昨年までGSR初音ミクBMW参戦に携わっていたStudieが、BMW JAPANと組んで新チーム「BMW Sports Trophy Team Studie」を結成。17日に体制発表を行った。ドライバーにはGT500クラスで活躍していた荒聖治に加え、BMWワークスドライバーのヨルグ・ミュラーもフル参戦。さらにドイツのBMW MOTORSPORTとも連携をとり、万全の参戦体制を整えている。
実質的なワークス体制が整ったこともあり、やはり気になるのは将来的にGT500へのステップアップがあるのかというところ。それについて、エントラント代表兼チーム監督を務める鈴木康昭氏は、このように語ってくれた。
「もちろん挑戦はしてみたいです。今回の新チームは、そのための第一歩と言っても過言ではありません。ただ、何年からどういった体制で、という具体的なお話はできない時期であるのが現状です。DTM車両での参戦については、今もドイツのBMW MOTORSPORTや日本のGTA(GTアソシエイション)から色々情報を収集しているところです。実は2年前にBMW側も規則統一がされればすぐにでも参戦したいというお話は頂いていました。ただGTAとの交渉だけではなく、他の国のレースの動向など様子を見なければいけない部分もあります。マシンの規則統一をしてみたものの、参戦実現に向けて細かく調整をして、もっとお互いの歩み寄りが必要なのかなと感じています。それも踏まえた上で私のイメージとしては早くて2016年、実際は2017〜2018年ぐらいになるのではないかと思います。」
確かに車両規則は統一されたものの、エンジンに関して見るとSGTは2.0リッター直列4気筒ターボエンジンなのに対し、DTMは4.0リッターV8エンジン。その他にも車両規則以外のところでルールが異なり、それが参戦実現への障壁になっているようだ。また今季もGT500クラスに参戦を予定している国内3メーカーはすでに新マシンを発表しているが、ホンダのNSX CONCEPT GTはミッドシップのレイアウトでハイブリッドシステムを導入するなど、独自のアプローチをしている。そういった本当に細かいところも含めて、しっかり統一した環境が必要なようだ。

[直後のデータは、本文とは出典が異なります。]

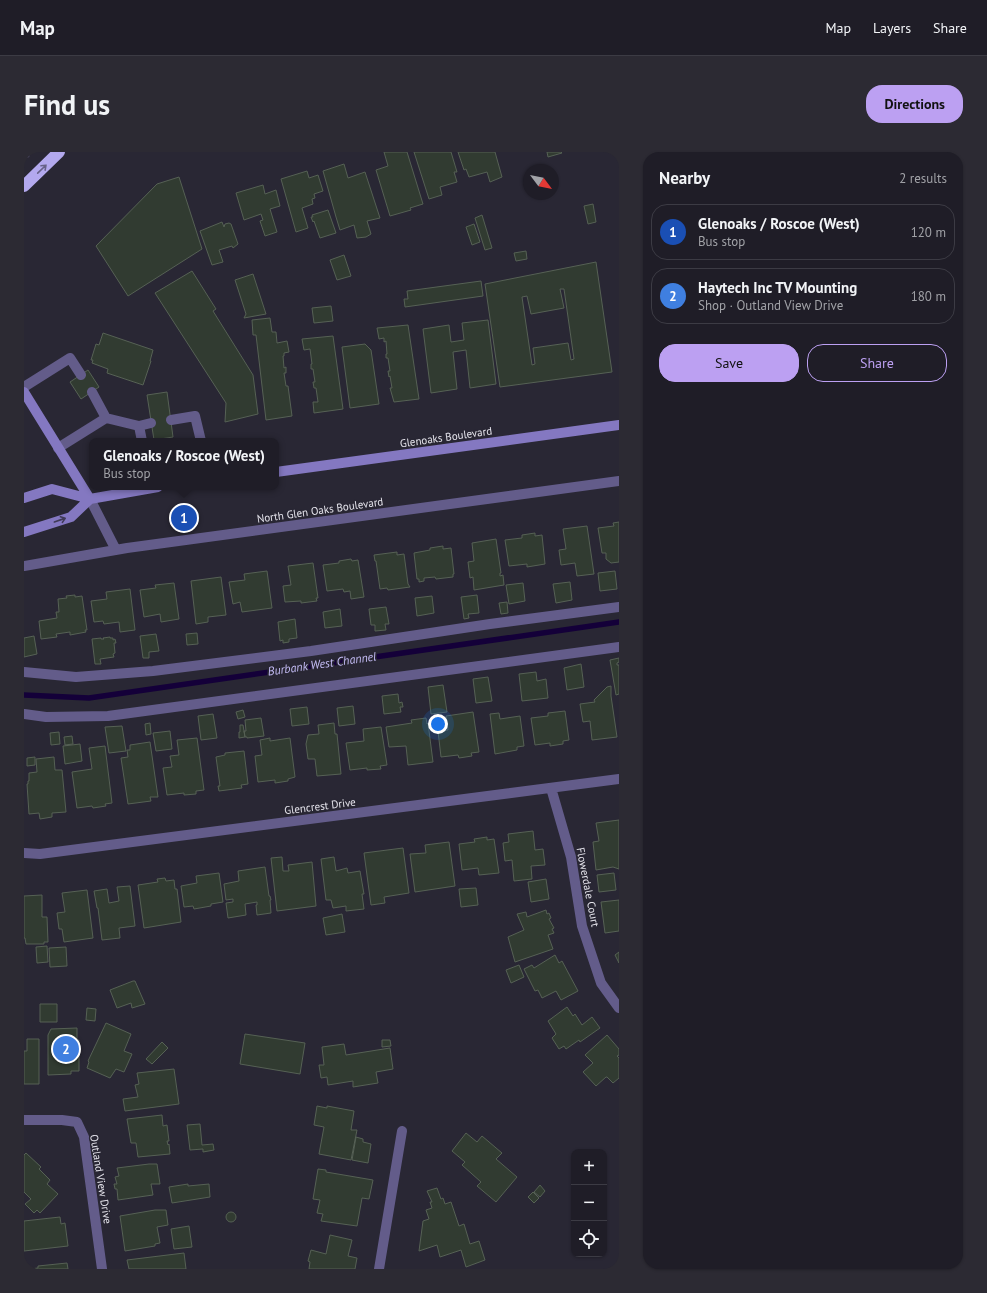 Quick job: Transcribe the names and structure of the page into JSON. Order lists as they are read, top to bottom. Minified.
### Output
{"streets":{"main road":["Glenoaks Boulevard"],"street":["North Glen Oaks Boulevard","Glencrest Drive","Flowerdale Court","Outland View Drive"]},"crossings":[["Glencrest Drive","Flowerdale Court"]],"water":["Burbank West Channel"],"north":"bottom right","page":{"header":"Map","nav":["Map","Layers","Share"],"buttons":["Directions",["Save","Share"]],"title":"Find us","heading":["Nearby","2 results"],"list":[{"mark":"1","name":"Glenoaks / Roscoe (West)","note":"Bus stop","value":"120 m"},{"mark":"2","name":"Haytech Inc TV Mounting","note":"Shop · Outland View Drive","value":"180 m"}],"popup":["Glenoaks / Roscoe (West)","Bus stop"],"pins":["1","2"],"map_buttons":["+","−"]}}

いずれにしても、鈴木代表はBMWのDTM車両でのGT500参戦の意思は強く持っている様子で「この件は、再三再四にわたってBMW JAPANさんにもお話させていただいております。まずは色々な状況をしっかりと見守っていき、チャンスがあればすぐにでも参戦したいです」と笑顔で語ってくれた。
今季の新レギュレーションとBMW JAPANのGT300クラス参戦は、DTM車両がSGTのレースに参戦する第一歩となったことは間違いないだろう。だが、実現にはもう少し時間がかかりそうだ。